[Stored items from a collection]
**********

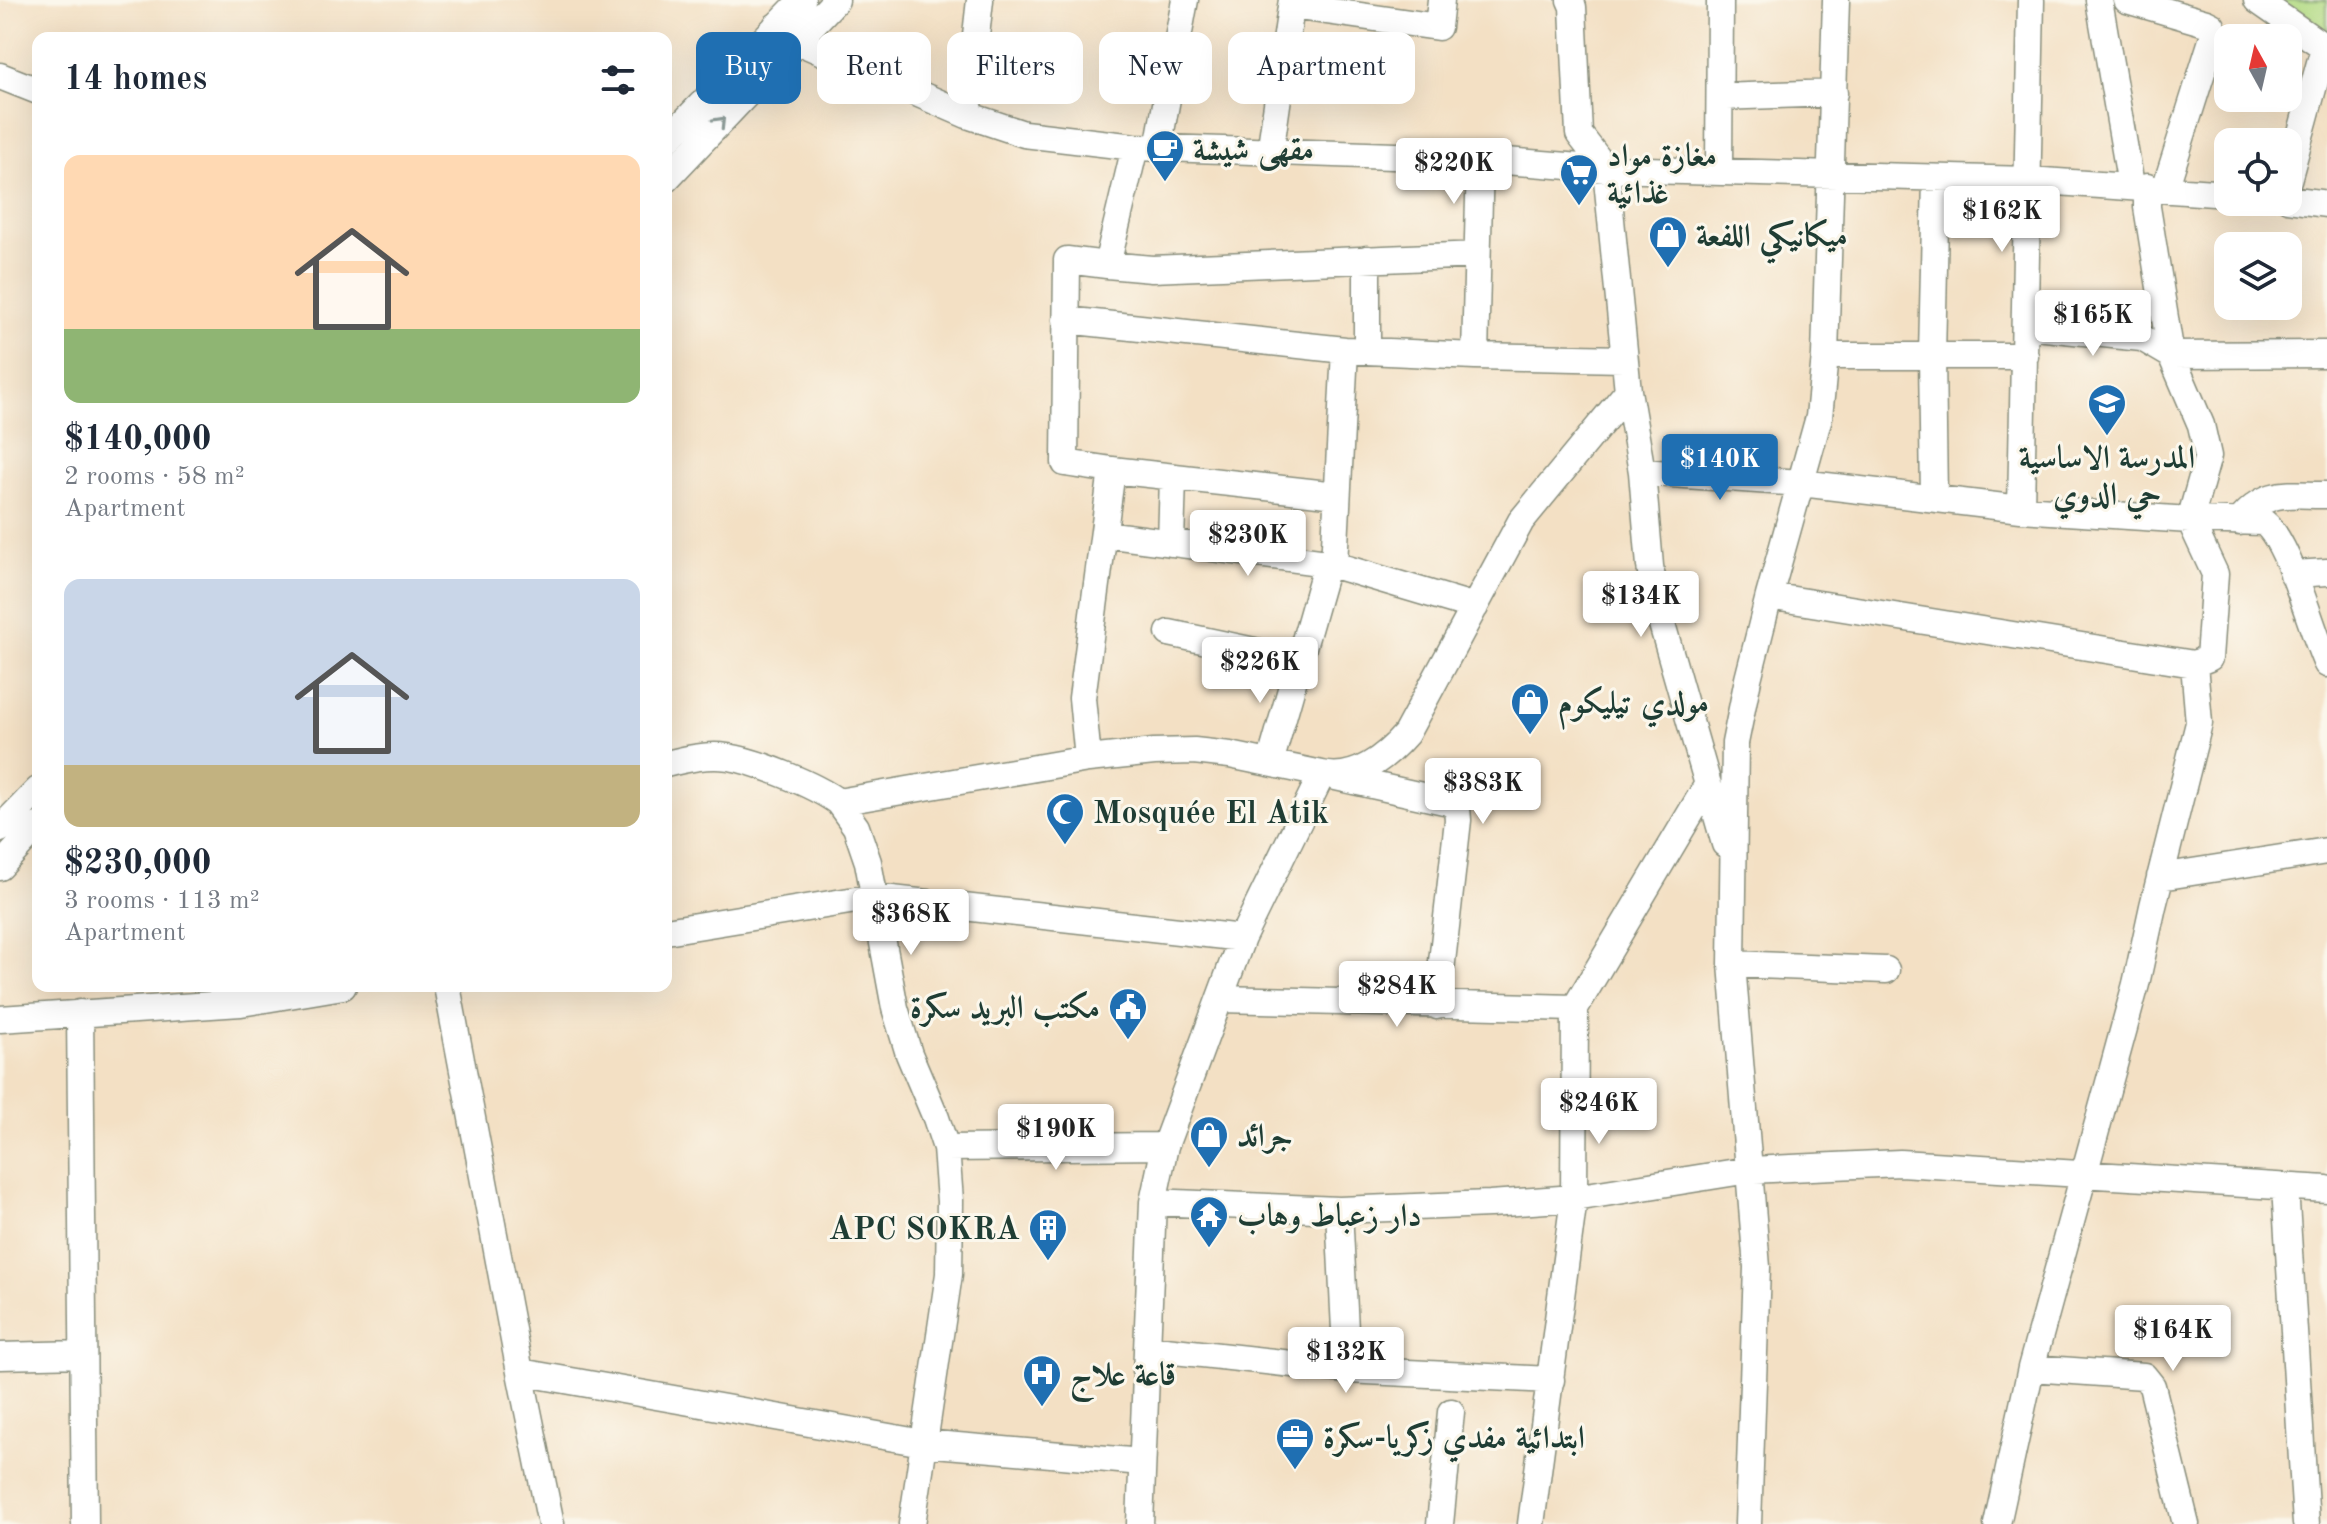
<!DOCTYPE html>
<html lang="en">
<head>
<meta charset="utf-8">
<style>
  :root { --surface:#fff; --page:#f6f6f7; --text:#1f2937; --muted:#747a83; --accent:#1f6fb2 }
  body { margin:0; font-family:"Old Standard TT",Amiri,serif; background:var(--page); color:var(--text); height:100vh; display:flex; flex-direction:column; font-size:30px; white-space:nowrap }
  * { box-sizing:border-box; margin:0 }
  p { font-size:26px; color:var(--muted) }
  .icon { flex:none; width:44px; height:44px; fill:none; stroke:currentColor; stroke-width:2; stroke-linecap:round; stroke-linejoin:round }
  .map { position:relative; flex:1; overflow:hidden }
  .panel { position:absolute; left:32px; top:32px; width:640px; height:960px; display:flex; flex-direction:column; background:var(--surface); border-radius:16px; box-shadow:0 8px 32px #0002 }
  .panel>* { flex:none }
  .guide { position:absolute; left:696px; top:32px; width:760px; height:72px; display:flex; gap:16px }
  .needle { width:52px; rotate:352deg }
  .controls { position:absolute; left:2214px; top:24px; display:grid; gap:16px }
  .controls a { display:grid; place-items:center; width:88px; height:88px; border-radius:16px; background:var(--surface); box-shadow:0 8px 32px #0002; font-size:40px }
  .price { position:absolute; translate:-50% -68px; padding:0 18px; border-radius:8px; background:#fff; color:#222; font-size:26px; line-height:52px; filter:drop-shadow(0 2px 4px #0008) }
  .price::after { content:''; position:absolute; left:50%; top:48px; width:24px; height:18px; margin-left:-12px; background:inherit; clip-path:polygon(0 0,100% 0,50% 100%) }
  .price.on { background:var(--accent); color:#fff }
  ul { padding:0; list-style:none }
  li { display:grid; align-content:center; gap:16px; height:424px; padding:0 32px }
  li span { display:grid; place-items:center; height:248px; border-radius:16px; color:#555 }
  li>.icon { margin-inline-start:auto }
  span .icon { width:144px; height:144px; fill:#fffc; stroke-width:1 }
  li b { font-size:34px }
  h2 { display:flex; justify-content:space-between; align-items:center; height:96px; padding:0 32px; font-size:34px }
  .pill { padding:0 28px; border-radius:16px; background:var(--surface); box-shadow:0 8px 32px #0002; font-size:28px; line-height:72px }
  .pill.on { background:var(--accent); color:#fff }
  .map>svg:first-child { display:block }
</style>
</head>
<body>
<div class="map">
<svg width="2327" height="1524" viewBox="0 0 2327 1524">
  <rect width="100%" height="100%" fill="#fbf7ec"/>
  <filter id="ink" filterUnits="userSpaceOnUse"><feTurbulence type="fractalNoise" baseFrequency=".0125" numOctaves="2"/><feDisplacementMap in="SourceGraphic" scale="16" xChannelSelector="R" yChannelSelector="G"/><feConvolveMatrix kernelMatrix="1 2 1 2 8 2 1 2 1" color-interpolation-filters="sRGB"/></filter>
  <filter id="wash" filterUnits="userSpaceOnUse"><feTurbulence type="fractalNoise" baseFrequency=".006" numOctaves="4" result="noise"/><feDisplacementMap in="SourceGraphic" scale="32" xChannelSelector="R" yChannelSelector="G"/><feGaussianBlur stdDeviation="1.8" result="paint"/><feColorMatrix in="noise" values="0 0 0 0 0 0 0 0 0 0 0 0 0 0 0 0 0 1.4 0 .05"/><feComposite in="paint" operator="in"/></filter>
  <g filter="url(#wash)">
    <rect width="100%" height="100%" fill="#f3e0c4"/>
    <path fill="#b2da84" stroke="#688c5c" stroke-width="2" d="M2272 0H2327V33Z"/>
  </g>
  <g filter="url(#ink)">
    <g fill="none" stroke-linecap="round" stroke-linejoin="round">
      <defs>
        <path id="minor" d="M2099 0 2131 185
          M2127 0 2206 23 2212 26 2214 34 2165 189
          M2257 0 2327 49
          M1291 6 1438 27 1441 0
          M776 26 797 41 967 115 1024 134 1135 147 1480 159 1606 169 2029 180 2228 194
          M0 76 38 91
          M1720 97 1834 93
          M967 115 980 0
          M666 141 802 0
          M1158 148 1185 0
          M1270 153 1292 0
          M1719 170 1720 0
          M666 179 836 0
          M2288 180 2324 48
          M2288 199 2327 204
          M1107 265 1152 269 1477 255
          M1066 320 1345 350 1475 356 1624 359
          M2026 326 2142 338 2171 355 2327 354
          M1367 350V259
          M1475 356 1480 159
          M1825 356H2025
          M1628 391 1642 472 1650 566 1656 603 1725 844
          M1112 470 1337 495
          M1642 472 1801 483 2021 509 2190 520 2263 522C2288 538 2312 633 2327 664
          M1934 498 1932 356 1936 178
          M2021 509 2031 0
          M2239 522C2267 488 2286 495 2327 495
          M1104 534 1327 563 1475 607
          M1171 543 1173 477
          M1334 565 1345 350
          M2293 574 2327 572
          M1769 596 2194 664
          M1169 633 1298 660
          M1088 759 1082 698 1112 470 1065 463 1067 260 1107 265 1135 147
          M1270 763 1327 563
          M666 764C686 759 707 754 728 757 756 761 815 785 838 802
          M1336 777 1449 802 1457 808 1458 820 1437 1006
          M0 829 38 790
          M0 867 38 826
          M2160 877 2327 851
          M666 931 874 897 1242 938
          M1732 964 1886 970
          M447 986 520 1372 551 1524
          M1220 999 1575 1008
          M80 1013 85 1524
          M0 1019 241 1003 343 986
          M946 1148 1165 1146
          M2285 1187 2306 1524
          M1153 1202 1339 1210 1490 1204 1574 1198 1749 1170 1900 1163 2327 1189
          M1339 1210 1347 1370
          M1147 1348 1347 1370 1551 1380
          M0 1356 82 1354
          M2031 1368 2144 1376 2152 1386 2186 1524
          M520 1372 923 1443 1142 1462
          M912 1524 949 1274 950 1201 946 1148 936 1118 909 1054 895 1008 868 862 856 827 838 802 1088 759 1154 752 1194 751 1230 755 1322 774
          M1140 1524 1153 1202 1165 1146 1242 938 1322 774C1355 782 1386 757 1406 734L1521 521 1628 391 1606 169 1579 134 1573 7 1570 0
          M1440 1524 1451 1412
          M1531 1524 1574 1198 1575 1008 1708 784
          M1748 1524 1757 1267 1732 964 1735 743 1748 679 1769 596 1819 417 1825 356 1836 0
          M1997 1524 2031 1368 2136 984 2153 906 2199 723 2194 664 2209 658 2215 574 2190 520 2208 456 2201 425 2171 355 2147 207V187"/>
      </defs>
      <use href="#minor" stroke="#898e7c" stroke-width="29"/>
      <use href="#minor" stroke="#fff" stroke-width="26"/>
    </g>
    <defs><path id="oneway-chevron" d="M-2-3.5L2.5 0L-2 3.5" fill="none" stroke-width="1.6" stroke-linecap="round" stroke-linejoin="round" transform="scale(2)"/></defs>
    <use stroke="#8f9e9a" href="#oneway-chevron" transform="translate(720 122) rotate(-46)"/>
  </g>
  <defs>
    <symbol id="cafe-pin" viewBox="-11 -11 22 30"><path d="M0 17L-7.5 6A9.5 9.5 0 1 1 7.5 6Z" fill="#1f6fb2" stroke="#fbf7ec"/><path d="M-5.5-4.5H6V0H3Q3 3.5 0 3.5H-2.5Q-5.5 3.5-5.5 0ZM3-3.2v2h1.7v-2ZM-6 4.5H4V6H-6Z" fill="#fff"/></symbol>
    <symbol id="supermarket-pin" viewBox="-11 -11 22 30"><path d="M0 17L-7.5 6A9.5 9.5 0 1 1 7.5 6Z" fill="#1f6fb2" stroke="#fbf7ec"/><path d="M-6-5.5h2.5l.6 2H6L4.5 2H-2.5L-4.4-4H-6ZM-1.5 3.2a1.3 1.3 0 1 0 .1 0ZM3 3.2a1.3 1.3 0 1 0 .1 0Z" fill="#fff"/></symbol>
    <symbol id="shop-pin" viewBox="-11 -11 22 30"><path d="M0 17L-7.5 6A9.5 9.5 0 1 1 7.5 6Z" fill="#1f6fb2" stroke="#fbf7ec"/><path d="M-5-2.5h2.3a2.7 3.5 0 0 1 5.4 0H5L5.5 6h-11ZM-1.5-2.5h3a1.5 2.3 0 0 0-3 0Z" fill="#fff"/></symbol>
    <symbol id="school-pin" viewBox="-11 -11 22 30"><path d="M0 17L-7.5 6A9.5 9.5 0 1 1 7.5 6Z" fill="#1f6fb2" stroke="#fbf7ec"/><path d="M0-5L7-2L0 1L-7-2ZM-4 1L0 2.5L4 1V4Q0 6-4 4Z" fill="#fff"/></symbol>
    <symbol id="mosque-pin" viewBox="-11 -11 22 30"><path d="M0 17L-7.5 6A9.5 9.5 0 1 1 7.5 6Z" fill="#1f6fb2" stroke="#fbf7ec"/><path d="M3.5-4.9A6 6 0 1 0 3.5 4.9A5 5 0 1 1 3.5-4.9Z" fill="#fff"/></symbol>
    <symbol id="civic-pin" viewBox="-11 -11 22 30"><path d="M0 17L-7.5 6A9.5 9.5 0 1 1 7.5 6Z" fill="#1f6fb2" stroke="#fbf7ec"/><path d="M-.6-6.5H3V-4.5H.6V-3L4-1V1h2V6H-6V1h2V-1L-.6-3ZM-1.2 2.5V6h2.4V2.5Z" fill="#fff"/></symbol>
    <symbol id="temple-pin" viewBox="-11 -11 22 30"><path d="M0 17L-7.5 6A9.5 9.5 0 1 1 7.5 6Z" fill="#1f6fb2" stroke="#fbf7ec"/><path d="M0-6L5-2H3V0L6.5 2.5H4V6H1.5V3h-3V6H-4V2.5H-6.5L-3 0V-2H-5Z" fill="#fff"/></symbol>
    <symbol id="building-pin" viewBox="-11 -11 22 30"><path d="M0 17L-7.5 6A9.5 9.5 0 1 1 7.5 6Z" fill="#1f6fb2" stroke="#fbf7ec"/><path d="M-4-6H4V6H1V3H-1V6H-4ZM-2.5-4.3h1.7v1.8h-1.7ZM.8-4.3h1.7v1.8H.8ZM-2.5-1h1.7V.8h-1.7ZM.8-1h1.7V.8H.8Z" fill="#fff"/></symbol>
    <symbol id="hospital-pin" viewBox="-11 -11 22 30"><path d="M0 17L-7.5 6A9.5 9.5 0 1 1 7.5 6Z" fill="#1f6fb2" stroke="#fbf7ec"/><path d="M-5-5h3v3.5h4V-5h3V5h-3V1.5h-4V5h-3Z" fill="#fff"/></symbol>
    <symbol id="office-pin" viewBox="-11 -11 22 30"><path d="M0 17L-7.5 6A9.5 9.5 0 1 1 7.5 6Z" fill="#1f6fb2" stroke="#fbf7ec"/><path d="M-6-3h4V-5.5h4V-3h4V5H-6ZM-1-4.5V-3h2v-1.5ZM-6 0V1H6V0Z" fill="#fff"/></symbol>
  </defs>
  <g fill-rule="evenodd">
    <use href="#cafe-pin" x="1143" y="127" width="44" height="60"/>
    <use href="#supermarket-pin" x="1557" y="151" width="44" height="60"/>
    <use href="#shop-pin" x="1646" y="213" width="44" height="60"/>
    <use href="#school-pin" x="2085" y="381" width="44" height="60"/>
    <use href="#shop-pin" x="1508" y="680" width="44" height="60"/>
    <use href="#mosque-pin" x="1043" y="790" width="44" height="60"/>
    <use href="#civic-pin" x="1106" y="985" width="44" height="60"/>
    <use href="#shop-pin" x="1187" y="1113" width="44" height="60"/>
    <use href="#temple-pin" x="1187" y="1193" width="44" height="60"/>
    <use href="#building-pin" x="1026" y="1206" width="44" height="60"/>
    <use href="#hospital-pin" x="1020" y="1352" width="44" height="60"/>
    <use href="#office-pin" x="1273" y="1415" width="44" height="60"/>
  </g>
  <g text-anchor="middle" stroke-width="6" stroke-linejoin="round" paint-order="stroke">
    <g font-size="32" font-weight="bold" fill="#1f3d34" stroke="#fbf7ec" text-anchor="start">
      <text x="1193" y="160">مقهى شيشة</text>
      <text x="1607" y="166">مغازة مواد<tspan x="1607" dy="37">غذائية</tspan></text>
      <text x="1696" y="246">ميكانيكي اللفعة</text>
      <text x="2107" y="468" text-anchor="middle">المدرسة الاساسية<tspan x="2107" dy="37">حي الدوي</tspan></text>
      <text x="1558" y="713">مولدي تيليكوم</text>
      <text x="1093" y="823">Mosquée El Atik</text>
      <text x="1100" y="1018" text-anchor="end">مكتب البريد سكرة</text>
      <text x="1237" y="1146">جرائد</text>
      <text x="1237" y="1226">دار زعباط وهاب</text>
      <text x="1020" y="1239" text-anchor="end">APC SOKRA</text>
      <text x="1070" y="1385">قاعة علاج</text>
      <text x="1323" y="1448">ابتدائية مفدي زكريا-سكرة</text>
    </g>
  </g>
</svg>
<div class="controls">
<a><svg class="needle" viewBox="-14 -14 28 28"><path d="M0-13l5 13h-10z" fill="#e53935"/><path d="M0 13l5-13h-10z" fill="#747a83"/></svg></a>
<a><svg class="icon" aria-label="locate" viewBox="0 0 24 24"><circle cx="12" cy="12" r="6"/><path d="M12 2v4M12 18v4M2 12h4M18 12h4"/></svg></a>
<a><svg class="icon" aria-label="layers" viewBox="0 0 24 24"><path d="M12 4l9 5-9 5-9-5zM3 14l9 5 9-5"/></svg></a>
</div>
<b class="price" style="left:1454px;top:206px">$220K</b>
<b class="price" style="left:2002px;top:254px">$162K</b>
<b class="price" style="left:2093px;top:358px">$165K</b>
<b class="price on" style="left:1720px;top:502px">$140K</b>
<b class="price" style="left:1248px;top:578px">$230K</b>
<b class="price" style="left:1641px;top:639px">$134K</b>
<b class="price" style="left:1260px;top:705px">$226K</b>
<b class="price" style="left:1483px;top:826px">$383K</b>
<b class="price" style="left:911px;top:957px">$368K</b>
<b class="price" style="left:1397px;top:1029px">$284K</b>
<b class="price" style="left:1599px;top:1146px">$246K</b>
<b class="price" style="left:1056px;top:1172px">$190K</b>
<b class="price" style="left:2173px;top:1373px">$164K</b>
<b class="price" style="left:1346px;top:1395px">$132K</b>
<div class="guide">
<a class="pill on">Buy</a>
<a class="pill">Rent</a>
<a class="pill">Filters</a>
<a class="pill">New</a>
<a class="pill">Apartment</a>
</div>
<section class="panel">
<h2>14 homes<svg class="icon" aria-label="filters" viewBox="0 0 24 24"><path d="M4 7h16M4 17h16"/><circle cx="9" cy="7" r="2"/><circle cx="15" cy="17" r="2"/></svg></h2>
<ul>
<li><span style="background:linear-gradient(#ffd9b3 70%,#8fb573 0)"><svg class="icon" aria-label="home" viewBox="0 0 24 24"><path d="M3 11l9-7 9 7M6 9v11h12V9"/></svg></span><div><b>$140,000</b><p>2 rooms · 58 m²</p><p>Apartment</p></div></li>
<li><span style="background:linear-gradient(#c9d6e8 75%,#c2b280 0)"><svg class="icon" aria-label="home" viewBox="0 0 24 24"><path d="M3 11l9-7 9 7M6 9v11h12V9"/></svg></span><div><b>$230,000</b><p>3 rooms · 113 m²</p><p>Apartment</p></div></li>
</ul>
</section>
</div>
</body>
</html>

**********

# Try it
Will you return exactly the lines above from the one with "M1934 498 1932 356 1936 178" down to the one with "M1769 596 2194 664", counting both as part of the range?

# Expected answer
          M1934 498 1932 356 1936 178
          M2021 509 2031 0
          M2239 522C2267 488 2286 495 2327 495
          M1104 534 1327 563 1475 607
          M1171 543 1173 477
          M1334 565 1345 350
          M2293 574 2327 572
          M1769 596 2194 664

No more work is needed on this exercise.